Synthetic routes and lipase‐inhibiting activity of long‐chain α‐keto amides

Synthetic routes to primary and N ‐alkyl α‐keto amides are presented in this paper. Primary α‐keto amides may be prepared by using an aldehyde as starting material. Commercially available α‐keto acids may be coupled in high yield with primary amines by the mixed carbonic anhydride method affording N ‐alkyl α‐keto amides. Alternatively, N ‐alkyl α‐keto amides may be prepared by coupling long‐chain α‐hydroxy acids with amino components, followed by oxidation with pyridinium dichromate or NaOCl in the presence of 4‐acetamido‐2,2,6,6‐tetramethyl‐1‐piperidinyloxy free radical. The α‐keto amide derivatives prepared according to these procedures were tested for their ability to form stable monomolecular films at the air/water interface.

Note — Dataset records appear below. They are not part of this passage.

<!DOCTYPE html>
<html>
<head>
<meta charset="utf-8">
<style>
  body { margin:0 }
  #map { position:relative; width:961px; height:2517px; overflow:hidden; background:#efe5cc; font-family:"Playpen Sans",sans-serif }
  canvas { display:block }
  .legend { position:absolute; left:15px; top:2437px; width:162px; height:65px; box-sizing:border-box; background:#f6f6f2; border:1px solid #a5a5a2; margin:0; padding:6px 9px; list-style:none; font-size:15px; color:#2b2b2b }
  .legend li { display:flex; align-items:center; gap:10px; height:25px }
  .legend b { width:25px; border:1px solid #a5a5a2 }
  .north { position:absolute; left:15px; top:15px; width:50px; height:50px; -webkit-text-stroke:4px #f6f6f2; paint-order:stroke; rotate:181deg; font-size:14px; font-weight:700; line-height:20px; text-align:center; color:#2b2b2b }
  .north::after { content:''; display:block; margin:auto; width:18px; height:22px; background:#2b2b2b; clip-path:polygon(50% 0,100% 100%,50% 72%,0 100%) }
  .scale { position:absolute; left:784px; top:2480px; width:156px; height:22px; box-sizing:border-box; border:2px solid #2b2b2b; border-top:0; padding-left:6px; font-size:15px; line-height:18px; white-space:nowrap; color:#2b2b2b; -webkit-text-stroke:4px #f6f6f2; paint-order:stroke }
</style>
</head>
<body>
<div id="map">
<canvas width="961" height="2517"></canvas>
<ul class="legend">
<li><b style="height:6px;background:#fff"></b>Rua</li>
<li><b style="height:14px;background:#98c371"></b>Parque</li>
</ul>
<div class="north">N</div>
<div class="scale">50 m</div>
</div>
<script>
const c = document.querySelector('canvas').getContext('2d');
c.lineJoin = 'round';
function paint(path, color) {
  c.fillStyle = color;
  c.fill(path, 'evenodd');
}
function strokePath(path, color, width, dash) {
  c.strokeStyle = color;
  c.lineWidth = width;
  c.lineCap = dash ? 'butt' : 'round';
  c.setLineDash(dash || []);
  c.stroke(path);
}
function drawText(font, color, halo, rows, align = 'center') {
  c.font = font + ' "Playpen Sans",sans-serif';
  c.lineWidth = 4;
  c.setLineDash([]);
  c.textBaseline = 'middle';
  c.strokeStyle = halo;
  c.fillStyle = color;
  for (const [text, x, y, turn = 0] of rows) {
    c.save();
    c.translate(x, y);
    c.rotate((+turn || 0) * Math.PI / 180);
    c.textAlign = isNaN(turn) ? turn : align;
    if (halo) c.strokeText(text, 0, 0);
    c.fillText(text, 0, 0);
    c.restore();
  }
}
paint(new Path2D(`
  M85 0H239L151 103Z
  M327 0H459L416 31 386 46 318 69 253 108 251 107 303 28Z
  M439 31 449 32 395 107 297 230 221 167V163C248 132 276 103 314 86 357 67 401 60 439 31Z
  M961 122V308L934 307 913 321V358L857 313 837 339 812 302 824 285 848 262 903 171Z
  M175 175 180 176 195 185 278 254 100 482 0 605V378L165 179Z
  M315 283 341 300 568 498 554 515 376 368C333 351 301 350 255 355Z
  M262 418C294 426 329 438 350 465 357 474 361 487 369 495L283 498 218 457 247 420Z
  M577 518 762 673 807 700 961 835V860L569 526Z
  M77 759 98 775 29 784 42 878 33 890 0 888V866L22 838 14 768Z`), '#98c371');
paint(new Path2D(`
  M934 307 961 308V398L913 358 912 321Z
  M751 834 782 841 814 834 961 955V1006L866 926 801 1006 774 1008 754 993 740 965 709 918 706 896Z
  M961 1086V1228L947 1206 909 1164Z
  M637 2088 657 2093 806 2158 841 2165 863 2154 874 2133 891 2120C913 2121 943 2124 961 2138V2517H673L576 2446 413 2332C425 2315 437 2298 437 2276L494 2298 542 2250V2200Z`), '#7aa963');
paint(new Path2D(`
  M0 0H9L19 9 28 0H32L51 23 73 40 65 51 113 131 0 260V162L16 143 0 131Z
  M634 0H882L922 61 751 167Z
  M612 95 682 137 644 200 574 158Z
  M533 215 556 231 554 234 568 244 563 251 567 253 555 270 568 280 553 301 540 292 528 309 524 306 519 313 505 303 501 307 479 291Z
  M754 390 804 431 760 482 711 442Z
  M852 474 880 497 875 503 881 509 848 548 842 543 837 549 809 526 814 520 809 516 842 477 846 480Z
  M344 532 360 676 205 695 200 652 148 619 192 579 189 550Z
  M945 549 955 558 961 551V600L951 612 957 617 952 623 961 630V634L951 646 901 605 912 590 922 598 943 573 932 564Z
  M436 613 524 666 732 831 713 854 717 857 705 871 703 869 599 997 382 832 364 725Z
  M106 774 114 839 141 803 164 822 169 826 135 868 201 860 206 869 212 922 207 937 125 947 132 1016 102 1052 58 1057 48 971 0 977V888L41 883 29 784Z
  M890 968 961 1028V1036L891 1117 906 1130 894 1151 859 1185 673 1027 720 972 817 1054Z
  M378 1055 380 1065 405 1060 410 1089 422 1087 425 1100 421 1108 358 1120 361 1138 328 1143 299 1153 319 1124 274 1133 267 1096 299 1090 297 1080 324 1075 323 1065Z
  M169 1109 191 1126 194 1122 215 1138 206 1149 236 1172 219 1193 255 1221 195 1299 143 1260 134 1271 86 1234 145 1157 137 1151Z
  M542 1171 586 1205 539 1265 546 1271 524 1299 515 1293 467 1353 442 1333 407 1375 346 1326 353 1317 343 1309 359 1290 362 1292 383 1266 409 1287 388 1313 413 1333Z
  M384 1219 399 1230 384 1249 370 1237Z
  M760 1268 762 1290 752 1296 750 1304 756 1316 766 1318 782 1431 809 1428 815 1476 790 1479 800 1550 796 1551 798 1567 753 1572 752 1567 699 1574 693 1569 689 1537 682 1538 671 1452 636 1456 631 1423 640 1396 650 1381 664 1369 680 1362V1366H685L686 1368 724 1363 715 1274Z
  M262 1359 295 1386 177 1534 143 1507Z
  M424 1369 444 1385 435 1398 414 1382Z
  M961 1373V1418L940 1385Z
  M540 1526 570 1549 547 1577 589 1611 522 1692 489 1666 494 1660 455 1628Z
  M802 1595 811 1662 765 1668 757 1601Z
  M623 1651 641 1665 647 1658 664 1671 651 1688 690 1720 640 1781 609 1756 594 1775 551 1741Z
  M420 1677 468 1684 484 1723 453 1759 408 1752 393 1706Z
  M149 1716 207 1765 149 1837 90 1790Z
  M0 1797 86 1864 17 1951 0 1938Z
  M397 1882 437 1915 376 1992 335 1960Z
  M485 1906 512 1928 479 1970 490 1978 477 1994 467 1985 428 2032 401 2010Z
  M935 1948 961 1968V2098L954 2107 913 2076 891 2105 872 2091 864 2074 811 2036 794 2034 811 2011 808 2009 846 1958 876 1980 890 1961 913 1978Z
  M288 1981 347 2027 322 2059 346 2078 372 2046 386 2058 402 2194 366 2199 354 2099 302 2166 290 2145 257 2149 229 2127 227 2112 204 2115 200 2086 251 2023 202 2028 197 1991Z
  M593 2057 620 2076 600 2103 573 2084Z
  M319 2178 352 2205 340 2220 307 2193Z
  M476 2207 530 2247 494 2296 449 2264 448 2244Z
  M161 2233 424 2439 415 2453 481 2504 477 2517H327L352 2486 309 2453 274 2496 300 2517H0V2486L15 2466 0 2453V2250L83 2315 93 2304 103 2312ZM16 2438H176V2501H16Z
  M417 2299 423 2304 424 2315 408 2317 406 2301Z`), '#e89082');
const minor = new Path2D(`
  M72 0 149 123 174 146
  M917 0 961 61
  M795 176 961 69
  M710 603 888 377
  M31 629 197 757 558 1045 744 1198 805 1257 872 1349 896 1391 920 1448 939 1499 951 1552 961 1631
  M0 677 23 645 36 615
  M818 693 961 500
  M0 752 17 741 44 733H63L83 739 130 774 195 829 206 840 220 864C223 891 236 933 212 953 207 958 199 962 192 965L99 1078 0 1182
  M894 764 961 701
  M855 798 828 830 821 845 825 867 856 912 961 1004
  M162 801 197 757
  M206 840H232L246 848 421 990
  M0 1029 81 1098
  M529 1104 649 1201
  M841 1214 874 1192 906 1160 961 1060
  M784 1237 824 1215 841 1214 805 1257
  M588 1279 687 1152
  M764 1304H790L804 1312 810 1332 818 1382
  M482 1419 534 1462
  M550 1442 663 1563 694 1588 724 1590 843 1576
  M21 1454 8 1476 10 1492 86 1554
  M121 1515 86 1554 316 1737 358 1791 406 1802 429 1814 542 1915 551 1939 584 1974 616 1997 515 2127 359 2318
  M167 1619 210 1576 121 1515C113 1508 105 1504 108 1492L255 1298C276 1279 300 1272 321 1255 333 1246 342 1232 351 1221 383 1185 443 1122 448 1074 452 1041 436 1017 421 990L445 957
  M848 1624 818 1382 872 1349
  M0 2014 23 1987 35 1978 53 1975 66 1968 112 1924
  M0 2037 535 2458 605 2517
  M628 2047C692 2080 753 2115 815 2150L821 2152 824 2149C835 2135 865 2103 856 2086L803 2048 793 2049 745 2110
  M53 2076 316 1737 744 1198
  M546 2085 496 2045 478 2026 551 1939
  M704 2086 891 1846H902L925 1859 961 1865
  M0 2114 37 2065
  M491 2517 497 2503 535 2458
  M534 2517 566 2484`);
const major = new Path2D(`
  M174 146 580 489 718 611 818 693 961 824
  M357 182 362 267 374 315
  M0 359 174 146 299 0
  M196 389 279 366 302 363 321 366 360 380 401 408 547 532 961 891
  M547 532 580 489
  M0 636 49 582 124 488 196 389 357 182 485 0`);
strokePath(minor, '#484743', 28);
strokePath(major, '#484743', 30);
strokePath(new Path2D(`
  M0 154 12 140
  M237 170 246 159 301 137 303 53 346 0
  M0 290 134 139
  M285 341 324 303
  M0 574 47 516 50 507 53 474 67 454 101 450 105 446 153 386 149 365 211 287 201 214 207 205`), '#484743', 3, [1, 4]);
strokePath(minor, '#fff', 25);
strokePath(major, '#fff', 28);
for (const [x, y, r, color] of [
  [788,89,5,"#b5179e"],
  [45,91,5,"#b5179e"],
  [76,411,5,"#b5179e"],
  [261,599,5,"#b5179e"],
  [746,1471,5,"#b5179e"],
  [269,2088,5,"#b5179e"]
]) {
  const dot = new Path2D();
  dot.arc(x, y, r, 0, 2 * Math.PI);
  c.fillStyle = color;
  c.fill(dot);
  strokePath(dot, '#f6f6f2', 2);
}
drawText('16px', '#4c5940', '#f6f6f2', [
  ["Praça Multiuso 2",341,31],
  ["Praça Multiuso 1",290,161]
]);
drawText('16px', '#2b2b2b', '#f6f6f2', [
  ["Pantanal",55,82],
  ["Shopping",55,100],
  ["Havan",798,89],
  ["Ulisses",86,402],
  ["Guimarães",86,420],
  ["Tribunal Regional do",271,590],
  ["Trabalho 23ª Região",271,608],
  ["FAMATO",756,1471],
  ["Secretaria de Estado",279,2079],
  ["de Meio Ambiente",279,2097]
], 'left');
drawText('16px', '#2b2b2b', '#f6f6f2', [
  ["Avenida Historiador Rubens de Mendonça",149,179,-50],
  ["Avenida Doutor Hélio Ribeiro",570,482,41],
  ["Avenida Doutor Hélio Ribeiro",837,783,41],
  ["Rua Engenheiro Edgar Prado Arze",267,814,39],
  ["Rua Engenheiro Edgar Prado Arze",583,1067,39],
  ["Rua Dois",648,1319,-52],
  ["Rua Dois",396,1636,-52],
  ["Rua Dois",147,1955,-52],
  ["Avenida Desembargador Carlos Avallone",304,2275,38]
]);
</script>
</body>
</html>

The inhibition of porcine pancreatic lipase by the α‐keto amides, spread as mixed films with 1,2‐dicaprin, was studied with the monolayet technique. Among the compounds tested in this study, methyl 2‐[(2‐ketododecanoyl)aminol]hexadecanoate was shown to be the most potent inhibitor, causing a 50% decrease in lipase activity at a 0.09 molar fraction.